Nancy Morrow-Howell: Well, we’re all living longer. So, those stats that you gave about changes in the workforce overall are because we’re living longer and we’re having fewer kids. People are working longer for two reasons, for two different explanations: They have to because we live a long time in retirement and we don’t have the savings to do that, or we want to because we find our work meaningful and an important part of our daily lives.

It seems like the money factor, especially right now, seems to be driving a good deal of the returns we’re seeing to the workforce by people who are previously retired. Bloomberg had a recent story on people who decided to retire as planned, but then found out about what’s been happening with the economy and inflation. Also, the fact that there are openings has made the market a somewhat riper place than it once was for that.

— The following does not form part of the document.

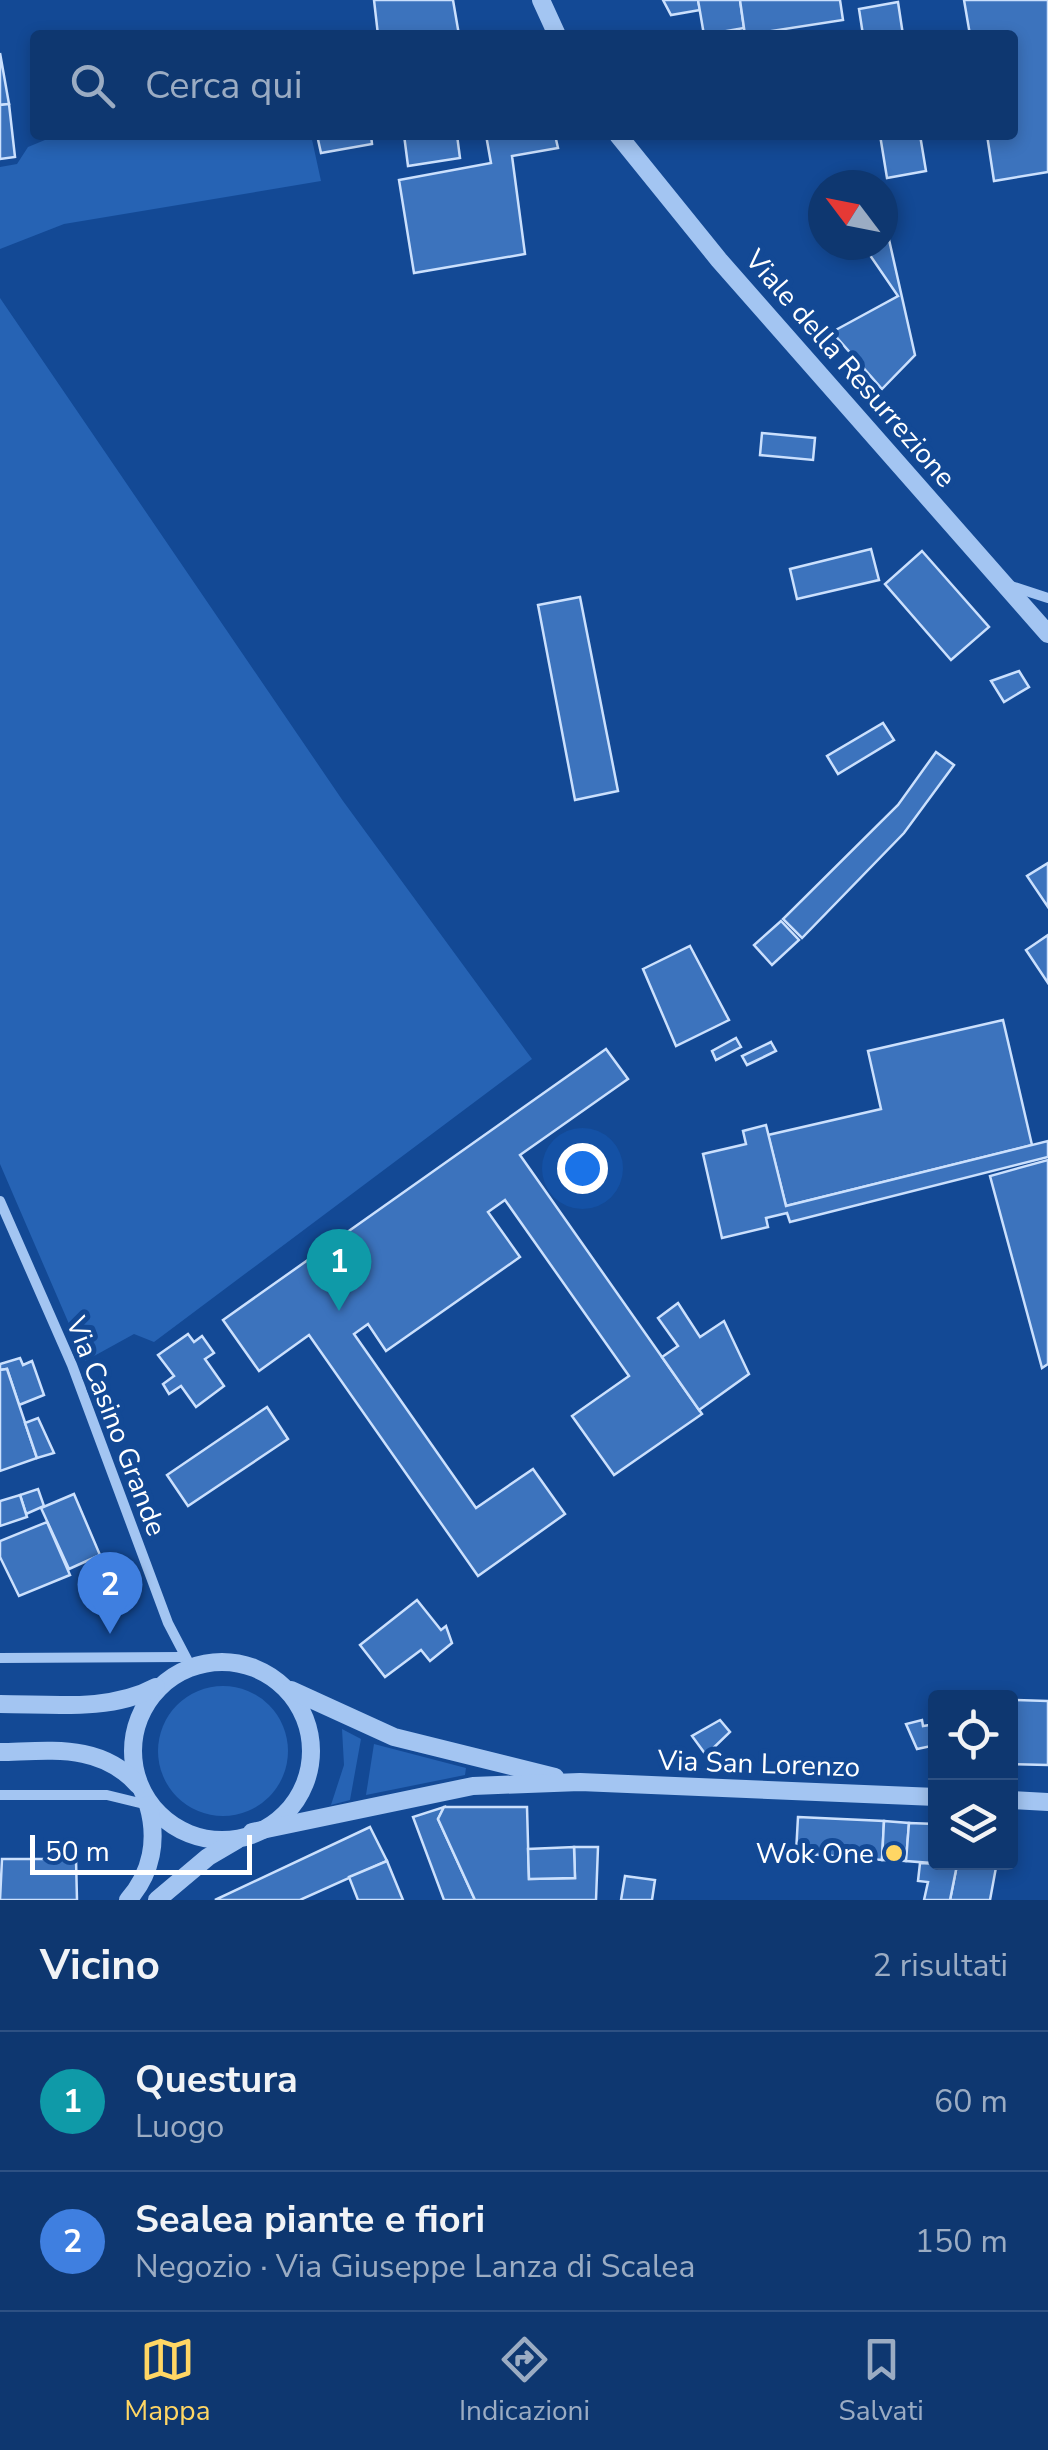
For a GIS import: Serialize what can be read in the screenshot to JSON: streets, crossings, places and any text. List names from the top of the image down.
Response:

Yeah, I think that’s true. I think those same two reasons bring people back: because they need to and because they want to. It’s nice if those two things combine, because way too often people need to work longer or come back to the workforce purely out of economic need, and they take jobs that aren’t necessarily that personally meaningful or fulfilling to them. So, it’s nice when we have folks who can have both of their needs met in the job market.

But of course, the reality of it is a lot of workers have been looking forward to retirement. I’m curious how returning to the workforce can affect people’s quality of life.

Yeah, it’s certainly not good for everybody and for folks who just can’t do it because of their retirement savings. A lot of the burden is on employing organizations to be more inclusive of people of all ages. So, we say, ‘Oh, people want more flexibility.’ Well, workers of every age want more flexibility. It’s not just older workers. So, a lot about it is making workplaces better for workers of all ages, including older workers.

What kinds of jobs are older workers taking? Are you seeing any patterns yet?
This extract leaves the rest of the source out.